Mechanical or software-controlled interruptors are available to restrict movement in azimuth in order to create “prohibited zones”.
BAE Systems says the turret weighs 800kg of which some half is the weapon and ammunition. On a typical LAV such as those derived from the MOWAG Piranha, the TRT offers a weight saving of 1200kg. It is also a major space-saver, the company avers. The TRT is typically 1100mm high and 1320mm wide. Traverse is at 1.8 rad/s, 103 degrees a second or 3.5 seconds to circle, elevation is 1.5 ad/s or 85 degrees a second. Stabilisation is “better than 0.5 rad/s” while operational on the move while laying accuracy is better than 150 µRad with automatic optical tracking after manual lock-on.
The standard sighting sensor system allows for identification by day at 1000m and by night at 750m in terms of STANAG 4347), while the Vectronics 3042 laser range finder ranges to 5km. A “high performance” suite offers identification by day at 2500m and 1600m at night. The suite’s Carl Zeiss laser range finder does so at 12km. In both cases a further commanders’ observation sight is available.

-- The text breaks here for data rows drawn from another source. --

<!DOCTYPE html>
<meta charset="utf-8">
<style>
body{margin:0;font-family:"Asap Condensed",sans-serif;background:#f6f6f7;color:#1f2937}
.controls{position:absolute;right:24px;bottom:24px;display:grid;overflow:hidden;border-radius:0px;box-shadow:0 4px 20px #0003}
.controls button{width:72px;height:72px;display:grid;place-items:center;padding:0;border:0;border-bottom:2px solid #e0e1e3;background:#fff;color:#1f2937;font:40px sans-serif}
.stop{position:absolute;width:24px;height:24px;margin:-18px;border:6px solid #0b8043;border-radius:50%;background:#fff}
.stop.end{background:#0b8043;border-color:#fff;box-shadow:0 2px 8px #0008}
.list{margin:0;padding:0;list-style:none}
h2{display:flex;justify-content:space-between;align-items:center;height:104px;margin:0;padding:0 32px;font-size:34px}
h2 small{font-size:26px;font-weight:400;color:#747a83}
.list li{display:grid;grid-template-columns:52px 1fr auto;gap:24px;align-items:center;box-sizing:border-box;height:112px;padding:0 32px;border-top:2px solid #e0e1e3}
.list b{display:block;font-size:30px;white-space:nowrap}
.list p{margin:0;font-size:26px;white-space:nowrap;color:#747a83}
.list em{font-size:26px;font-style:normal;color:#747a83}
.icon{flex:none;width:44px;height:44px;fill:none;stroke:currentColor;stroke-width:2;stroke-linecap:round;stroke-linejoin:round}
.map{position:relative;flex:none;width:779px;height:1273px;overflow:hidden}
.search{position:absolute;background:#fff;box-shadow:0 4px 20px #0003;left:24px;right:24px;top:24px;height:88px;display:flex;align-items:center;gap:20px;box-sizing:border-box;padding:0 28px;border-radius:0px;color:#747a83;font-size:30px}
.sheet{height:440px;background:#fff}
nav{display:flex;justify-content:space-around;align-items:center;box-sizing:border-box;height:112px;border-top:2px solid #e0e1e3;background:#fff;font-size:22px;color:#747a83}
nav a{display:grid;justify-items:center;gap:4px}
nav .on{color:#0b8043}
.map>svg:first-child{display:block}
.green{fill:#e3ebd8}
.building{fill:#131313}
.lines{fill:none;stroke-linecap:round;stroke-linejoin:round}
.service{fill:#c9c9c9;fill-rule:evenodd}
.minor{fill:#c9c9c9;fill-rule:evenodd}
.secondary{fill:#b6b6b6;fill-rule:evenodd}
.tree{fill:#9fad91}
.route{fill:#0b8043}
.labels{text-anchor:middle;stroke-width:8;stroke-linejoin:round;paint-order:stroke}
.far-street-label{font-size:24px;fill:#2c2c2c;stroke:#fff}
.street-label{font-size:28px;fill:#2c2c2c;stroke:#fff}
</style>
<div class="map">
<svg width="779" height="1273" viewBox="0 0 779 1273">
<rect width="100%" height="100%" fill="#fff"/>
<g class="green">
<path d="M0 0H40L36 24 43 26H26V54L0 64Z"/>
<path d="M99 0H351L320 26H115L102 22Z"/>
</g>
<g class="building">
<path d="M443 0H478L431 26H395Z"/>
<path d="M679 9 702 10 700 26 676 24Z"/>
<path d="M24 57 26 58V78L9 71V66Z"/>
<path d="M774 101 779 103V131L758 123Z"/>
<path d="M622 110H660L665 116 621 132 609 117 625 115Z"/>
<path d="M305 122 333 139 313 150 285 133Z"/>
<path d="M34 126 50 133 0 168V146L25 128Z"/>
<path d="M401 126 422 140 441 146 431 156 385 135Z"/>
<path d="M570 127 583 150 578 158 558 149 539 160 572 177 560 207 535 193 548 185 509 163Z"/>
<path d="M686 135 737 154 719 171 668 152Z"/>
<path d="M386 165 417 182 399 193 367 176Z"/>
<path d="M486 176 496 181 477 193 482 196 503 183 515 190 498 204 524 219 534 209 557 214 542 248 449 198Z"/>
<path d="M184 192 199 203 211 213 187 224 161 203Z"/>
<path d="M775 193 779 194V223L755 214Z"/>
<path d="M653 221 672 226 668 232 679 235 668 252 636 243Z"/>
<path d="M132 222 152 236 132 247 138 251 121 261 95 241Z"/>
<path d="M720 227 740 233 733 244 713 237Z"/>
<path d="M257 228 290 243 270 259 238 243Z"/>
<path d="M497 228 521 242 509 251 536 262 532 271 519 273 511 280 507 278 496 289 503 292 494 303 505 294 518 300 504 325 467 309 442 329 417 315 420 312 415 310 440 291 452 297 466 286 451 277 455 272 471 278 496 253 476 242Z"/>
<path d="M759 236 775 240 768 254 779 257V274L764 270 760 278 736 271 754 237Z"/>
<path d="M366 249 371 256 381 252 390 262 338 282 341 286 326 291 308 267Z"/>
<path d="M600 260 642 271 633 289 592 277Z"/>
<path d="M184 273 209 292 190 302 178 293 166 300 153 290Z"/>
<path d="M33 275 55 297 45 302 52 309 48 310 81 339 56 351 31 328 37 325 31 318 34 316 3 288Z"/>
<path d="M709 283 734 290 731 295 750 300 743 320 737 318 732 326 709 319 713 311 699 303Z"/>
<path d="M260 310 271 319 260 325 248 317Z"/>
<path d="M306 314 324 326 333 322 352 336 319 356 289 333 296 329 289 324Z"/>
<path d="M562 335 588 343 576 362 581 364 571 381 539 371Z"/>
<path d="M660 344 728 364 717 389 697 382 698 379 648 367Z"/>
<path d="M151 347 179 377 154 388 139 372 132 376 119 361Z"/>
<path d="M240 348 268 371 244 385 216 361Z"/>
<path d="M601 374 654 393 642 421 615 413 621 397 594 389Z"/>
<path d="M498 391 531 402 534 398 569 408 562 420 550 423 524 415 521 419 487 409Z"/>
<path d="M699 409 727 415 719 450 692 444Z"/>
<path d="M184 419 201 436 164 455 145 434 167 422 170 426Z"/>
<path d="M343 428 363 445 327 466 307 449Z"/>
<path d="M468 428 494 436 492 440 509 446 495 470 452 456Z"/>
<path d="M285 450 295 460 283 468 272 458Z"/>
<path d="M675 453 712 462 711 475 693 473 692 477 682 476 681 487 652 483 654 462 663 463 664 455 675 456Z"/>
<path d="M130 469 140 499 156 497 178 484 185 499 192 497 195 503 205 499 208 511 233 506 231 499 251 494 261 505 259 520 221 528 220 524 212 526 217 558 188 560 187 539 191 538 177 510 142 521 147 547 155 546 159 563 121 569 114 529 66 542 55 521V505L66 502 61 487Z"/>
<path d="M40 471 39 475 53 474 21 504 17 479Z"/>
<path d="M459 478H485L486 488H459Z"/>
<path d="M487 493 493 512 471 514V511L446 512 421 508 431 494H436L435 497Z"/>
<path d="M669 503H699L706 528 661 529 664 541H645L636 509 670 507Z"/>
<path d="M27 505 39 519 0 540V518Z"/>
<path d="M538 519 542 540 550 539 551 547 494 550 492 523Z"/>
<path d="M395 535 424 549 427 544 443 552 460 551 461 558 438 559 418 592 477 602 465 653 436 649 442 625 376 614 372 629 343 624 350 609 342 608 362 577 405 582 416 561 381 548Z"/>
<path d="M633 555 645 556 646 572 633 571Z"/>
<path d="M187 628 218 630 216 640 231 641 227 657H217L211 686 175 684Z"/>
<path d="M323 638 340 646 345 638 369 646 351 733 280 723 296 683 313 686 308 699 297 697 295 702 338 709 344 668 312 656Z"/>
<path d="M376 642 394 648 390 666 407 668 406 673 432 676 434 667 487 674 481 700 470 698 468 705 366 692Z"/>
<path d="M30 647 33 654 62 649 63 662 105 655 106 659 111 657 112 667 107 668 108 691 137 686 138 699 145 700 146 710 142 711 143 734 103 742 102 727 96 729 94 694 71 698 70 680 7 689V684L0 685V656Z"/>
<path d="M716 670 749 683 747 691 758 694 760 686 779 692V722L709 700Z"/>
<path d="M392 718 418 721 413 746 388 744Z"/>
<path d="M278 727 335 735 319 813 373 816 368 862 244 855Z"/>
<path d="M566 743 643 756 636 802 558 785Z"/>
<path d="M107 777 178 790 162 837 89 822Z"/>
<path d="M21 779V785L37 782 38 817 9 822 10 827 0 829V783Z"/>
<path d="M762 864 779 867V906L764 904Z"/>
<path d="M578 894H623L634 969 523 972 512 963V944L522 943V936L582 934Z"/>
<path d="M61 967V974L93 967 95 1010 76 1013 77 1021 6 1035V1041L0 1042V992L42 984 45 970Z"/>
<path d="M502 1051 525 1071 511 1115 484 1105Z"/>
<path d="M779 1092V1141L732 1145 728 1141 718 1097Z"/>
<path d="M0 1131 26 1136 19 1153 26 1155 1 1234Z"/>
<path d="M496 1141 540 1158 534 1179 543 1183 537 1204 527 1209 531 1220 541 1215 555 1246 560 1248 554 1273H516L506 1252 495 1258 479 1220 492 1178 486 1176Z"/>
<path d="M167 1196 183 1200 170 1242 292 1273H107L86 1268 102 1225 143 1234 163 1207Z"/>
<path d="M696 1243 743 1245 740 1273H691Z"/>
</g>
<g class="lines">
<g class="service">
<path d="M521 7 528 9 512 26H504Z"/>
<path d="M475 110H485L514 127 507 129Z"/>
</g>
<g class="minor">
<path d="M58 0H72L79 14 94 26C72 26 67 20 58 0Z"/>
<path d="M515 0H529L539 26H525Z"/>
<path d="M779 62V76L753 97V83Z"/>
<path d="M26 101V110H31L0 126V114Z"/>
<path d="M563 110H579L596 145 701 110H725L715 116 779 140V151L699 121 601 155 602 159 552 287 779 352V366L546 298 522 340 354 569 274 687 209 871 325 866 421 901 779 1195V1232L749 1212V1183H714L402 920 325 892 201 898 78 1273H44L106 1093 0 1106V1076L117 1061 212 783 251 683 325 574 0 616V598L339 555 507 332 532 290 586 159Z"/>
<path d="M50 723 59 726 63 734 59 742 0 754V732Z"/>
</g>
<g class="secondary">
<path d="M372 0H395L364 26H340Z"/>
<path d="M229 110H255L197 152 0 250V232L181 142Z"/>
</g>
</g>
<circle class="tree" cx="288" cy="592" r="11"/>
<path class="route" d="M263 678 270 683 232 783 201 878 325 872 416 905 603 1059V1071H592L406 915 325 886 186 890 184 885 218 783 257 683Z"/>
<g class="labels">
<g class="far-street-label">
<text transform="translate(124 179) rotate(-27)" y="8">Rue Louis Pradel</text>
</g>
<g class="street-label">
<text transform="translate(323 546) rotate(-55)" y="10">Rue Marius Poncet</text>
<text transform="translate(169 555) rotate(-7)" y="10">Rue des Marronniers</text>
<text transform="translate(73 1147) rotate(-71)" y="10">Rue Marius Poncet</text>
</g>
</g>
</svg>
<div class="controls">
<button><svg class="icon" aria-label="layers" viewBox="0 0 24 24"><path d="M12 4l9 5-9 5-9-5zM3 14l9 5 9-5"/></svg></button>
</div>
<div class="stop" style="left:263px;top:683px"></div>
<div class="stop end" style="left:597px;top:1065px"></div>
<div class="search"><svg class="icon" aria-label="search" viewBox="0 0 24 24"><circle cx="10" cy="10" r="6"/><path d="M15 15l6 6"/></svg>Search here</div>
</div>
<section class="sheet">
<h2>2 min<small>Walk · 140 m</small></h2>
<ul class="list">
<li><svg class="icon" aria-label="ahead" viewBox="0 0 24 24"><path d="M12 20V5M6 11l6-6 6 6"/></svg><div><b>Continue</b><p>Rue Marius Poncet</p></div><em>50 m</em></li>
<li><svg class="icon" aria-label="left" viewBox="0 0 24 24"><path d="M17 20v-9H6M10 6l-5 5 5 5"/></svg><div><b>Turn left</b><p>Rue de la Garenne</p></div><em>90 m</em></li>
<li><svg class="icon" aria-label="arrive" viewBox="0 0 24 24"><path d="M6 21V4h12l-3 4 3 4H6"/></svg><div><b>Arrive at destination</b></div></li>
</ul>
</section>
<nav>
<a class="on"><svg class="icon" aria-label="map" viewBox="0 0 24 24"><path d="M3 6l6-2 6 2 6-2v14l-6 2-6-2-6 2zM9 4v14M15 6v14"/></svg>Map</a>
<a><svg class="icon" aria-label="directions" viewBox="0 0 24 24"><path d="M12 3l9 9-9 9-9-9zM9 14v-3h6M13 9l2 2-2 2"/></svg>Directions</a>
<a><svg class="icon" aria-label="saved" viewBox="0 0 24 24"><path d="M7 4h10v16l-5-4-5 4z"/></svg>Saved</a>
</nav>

The turret was developed by Land Systems SA’s Dynamics business – the former IST Dynamics, acquired in September 2008 and the “non-complex” man machine interface or “battle station” can be positioned anywhere in the carrier vehicle. An optional commander’s station is available. The fire control system (FCS) includes a fully-integrated ballistic computer, an integrated automatic video auto-tracker, aim-point adjustment based on target speed and distance as well as a continuous electronic zoom combined with a fixed field of vision. Optional is a patent-pending “rapid-target designation” system available to the commander. Further options include the integration of the FCS with onboard command-and-control suites or battle management systems, GPS and navigation means as well as a laser warning and shot detection system. Additional armour protection is also available, BAE Systems product literature adds.